=== Exercise description ===
Using the records that appear below, write out exactly the lines from the one with "[314,1124,336,1030,346,858,365,734,478,364,595,1]" through the one with "stroke(secondary, '#fce5cf', 28);", keeping both end lines.

=== Material for this task ===
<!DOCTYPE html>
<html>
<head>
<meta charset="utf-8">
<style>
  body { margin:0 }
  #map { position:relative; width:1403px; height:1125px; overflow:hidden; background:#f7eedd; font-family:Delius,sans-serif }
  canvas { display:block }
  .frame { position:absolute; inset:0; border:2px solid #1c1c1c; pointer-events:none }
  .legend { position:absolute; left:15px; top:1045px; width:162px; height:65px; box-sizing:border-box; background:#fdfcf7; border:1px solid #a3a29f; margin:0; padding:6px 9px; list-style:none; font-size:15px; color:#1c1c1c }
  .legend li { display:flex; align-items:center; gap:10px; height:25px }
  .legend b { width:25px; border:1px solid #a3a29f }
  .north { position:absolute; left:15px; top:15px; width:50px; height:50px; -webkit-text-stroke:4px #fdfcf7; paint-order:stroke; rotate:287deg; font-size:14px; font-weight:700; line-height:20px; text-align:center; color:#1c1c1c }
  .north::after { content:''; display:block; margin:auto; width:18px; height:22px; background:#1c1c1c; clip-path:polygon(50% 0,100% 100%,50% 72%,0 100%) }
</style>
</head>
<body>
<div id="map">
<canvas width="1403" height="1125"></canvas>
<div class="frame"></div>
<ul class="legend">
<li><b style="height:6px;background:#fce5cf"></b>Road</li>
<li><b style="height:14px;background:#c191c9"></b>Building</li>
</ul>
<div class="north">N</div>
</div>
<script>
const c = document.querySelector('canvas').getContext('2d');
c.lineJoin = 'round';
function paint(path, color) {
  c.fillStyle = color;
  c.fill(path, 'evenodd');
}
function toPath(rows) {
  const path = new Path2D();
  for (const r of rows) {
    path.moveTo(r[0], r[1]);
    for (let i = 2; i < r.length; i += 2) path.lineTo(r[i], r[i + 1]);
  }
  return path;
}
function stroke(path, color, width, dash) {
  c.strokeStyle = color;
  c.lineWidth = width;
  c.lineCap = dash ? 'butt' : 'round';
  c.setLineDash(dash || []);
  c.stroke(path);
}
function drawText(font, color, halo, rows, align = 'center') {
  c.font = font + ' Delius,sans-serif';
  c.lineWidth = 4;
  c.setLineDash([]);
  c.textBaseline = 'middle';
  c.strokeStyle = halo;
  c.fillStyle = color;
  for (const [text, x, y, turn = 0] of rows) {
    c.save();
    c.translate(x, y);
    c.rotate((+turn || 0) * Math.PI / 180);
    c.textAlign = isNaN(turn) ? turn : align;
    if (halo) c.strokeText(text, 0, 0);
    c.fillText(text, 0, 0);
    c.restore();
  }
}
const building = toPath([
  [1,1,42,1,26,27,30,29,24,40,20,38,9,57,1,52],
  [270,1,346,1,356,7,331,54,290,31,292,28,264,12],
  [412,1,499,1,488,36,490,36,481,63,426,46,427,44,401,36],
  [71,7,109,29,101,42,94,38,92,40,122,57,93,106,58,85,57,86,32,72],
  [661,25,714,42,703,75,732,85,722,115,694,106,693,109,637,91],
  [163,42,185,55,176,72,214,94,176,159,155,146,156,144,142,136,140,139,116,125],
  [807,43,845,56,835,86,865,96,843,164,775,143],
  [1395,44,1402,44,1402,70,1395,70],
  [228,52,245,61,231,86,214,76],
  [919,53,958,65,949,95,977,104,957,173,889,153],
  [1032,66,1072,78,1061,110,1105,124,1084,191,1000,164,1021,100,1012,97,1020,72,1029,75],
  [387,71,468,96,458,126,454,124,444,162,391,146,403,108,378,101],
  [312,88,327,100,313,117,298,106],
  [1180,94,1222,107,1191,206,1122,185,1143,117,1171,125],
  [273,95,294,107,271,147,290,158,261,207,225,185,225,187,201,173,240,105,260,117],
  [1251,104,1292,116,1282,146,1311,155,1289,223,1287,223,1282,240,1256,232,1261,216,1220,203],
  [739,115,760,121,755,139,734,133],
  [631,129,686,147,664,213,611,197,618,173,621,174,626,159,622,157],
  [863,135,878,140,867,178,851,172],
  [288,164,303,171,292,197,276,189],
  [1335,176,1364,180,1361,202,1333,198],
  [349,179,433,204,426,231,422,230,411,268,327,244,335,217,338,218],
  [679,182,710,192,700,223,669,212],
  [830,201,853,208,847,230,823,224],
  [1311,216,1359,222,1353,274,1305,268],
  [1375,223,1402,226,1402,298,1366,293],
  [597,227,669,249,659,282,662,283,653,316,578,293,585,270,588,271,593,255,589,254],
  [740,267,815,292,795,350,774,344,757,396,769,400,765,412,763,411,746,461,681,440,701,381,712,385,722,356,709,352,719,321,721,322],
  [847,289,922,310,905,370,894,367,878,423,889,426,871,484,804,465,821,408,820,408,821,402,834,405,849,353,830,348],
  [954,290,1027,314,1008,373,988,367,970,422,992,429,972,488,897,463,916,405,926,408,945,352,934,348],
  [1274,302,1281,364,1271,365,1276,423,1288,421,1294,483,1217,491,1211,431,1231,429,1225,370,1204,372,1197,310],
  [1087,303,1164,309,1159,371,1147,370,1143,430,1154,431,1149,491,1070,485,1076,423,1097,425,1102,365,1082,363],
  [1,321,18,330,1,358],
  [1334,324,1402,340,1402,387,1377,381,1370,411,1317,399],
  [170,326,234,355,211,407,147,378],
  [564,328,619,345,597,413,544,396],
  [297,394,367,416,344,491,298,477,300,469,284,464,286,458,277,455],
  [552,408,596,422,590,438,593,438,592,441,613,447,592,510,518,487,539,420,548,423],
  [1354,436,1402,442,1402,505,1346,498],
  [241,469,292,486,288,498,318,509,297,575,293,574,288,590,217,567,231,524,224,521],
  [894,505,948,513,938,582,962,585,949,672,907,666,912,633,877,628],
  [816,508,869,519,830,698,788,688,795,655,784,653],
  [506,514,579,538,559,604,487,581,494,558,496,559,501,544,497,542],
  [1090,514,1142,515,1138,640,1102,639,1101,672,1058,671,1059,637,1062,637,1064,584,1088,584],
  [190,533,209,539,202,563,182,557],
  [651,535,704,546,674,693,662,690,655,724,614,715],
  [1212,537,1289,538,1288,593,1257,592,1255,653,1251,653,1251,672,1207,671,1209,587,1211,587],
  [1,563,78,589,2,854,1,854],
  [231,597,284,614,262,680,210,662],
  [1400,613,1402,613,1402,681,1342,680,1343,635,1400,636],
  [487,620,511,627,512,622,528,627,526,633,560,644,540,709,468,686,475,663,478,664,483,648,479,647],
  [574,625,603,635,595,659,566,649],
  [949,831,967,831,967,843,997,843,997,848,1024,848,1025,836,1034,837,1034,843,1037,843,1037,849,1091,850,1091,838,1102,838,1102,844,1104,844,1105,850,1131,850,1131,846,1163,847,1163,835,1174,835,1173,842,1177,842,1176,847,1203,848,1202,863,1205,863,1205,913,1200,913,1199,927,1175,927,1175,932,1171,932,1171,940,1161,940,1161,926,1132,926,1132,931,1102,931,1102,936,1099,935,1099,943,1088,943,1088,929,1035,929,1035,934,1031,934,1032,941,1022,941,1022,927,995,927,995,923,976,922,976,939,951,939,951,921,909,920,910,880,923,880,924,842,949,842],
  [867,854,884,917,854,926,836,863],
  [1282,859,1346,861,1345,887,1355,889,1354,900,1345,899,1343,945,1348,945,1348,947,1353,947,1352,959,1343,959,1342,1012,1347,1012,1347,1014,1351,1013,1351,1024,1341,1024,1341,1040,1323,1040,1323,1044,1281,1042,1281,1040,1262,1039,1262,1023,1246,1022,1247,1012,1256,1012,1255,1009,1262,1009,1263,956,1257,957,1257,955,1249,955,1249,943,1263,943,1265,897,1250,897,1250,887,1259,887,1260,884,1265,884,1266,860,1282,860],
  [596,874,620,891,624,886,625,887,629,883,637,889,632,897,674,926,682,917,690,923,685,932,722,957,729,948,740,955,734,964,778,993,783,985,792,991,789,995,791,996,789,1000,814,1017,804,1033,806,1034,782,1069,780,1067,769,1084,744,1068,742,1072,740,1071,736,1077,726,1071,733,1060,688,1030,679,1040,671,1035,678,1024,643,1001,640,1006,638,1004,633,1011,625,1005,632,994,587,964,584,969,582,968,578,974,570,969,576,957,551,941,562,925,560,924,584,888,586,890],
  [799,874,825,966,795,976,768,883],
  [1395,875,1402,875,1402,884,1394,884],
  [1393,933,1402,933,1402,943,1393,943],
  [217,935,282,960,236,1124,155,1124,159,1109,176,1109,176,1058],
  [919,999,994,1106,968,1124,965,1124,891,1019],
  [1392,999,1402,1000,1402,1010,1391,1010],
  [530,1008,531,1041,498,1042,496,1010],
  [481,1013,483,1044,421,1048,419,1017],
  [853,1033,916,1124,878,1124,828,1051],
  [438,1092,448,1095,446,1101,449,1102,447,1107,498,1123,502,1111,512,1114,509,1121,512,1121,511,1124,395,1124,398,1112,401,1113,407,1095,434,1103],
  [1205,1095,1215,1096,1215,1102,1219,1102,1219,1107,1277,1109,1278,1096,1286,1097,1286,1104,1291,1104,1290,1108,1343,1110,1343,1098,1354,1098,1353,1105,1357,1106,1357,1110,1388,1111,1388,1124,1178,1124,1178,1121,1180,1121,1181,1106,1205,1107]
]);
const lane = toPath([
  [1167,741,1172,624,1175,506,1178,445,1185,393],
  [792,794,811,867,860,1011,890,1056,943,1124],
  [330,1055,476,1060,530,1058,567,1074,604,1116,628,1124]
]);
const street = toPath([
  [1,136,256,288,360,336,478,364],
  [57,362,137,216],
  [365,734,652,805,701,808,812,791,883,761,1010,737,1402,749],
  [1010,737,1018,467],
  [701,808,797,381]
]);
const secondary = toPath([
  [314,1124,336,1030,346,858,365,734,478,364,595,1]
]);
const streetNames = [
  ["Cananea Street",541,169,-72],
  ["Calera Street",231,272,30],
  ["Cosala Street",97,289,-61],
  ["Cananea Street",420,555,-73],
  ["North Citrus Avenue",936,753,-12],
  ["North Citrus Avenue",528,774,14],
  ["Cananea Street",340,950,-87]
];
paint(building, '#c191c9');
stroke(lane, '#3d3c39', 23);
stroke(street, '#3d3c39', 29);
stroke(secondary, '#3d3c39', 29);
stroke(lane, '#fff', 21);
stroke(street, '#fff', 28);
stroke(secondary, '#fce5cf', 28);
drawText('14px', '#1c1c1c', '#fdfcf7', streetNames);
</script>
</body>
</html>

=== Completed exercise ===
  [314,1124,336,1030,346,858,365,734,478,364,595,1]
]);
const streetNames = [
  ["Cananea Street",541,169,-72],
  ["Calera Street",231,272,30],
  ["Cosala Street",97,289,-61],
  ["Cananea Street",420,555,-73],
  ["North Citrus Avenue",936,753,-12],
  ["North Citrus Avenue",528,774,14],
  ["Cananea Street",340,950,-87]
];
paint(building, '#c191c9');
stroke(lane, '#3d3c39', 23);
stroke(street, '#3d3c39', 29);
stroke(secondary, '#3d3c39', 29);
stroke(lane, '#fff', 21);
stroke(street, '#fff', 28);
stroke(secondary, '#fce5cf', 28);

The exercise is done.